Segment Start: The records

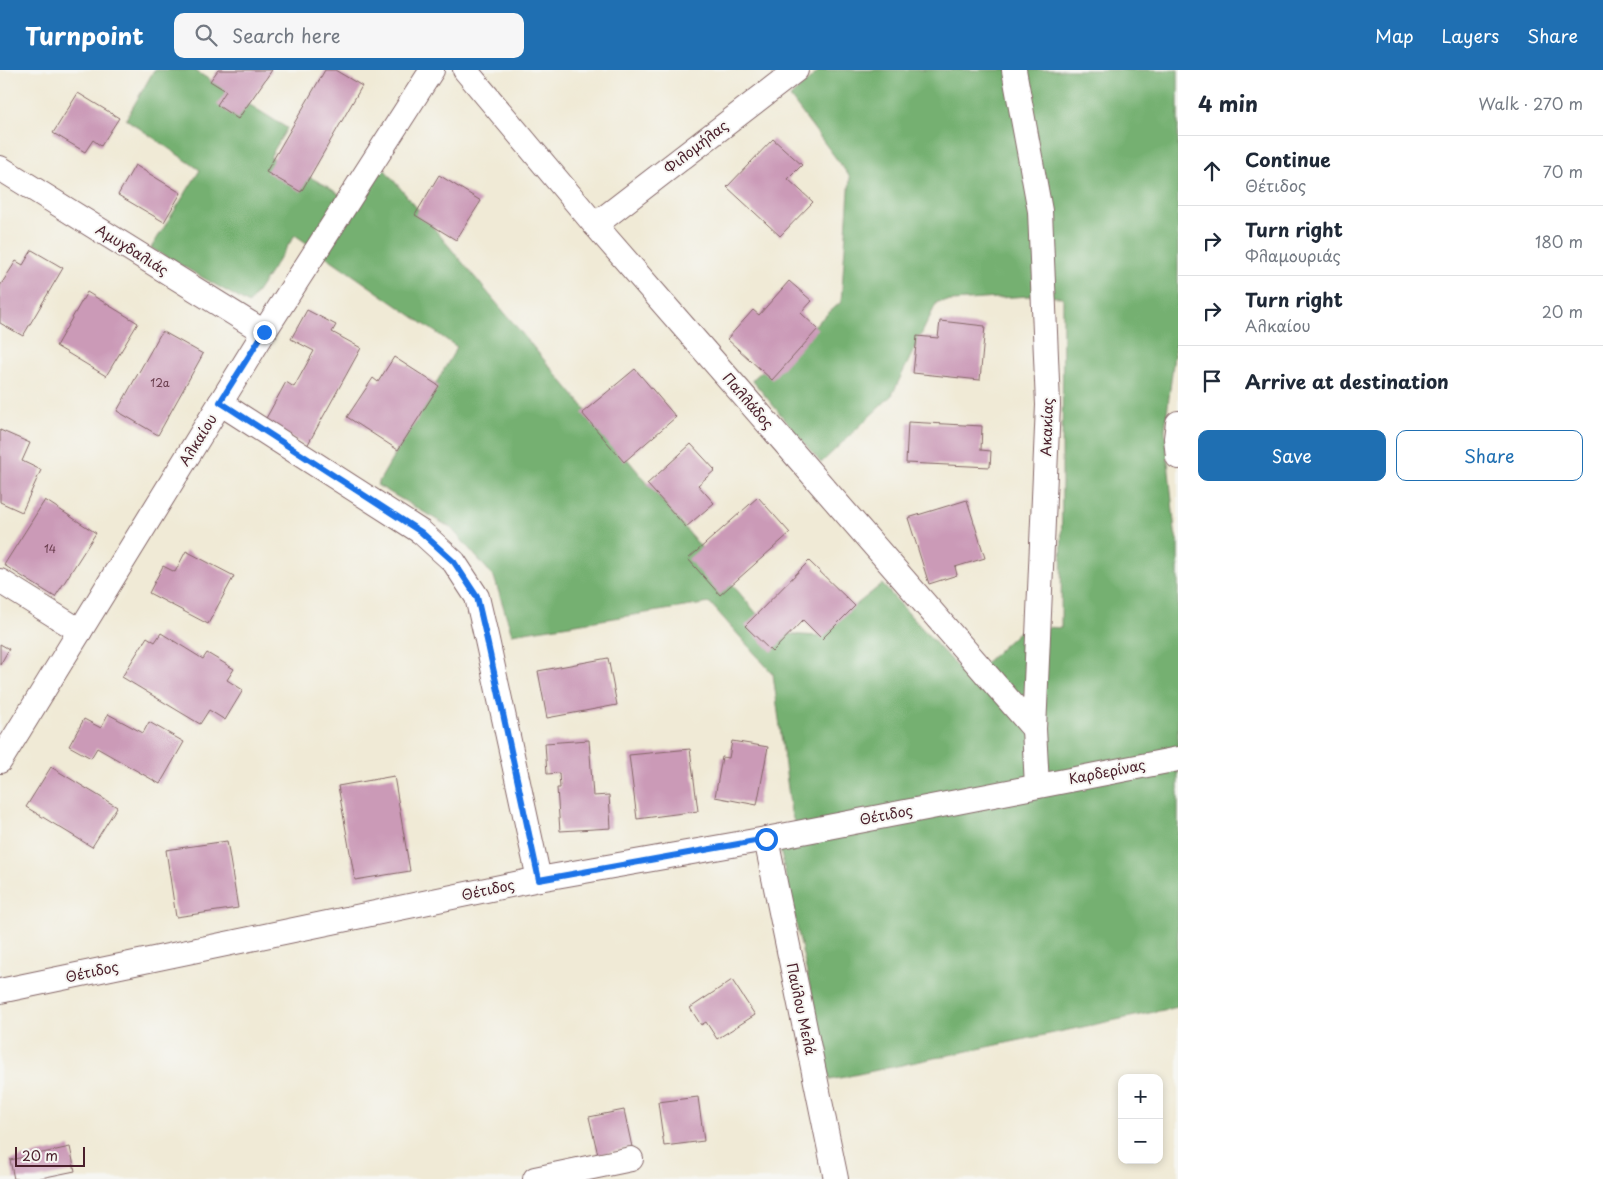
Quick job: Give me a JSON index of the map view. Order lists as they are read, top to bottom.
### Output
{
  "streets": {
    "street": [
      "Φιλομήλας",
      "Αμυγδαλιάς",
      "Παλλάδος",
      "Ακακίας",
      "Αλκαίου",
      "Καρδερίνας",
      "Θέτιδος",
      "Παύλου Μελά"
    ]
  },
  "crossings": [
    ["Φιλομήλας", "Παλλάδος"],
    ["Αμυγδαλιάς", "Αλκαίου"],
    ["Παλλάδος", "Ακακίας"],
    ["Ακακίας", "Καρδερίνας"],
    ["Ακακίας", "Θέτιδος"],
    ["Καρδερίνας", "Θέτιδος"],
    ["Θέτιδος", "Παύλου Μελά"]
  ],
  "house_numbers": ["12a", "14"],
  "scale_bar": "20 m",
  "page": {
    "header": "Turnpoint",
    "search": "Search here",
    "nav": ["Map", "Layers", "Share"],
    "heading": ["4 min", "Walk · 270 m"],
    "list": [
      ["Continue", "Θέτιδος", "70 m"],
      ["Turn right", "Φλαμουριάς", "180 m"],
      ["Turn right", "Αλκαίου", "20 m"],
      "Arrive at destination"
    ],
    "buttons": ["Save", "Share"],
    "map_buttons": ["+", "−"],
    "scale": "20 m"
  }
}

Segment End: The records

§ Problem statement: Once the pictures are removed, return the entries exactly as they stand.

§ Solution for this problem:
Quick job: Give me a JSON index of the map view. Order lists as they are read, top to bottom.
### Output
{
  "streets": {
    "street": [
      "Φιλομήλας",
      "Αμυγδαλιάς",
      "Παλλάδος",
      "Ακακίας",
      "Αλκαίου",
      "Καρδερίνας",
      "Θέτιδος",
      "Παύλου Μελά"
    ]
  },
  "crossings": [
    ["Φιλομήλας", "Παλλάδος"],
    ["Αμυγδαλιάς", "Αλκαίου"],
    ["Παλλάδος", "Ακακίας"],
    ["Ακακίας", "Καρδερίνας"],
    ["Ακακίας", "Θέτιδος"],
    ["Καρδερίνας", "Θέτιδος"],
    ["Θέτιδος", "Παύλου Μελά"]
  ],
  "house_numbers": ["12a", "14"],
  "scale_bar": "20 m",
  "page": {
    "header": "Turnpoint",
    "search": "Search here",
    "nav": ["Map", "Layers", "Share"],
    "heading": ["4 min", "Walk · 270 m"],
    "list": [
      ["Continue", "Θέτιδος", "70 m"],
      ["Turn right", "Φλαμουριάς", "180 m"],
      ["Turn right", "Αλκαίου", "20 m"],
      "Arrive at destination"
    ],
    "buttons": ["Save", "Share"],
    "map_buttons": ["+", "−"],
    "scale": "20 m"
  }
}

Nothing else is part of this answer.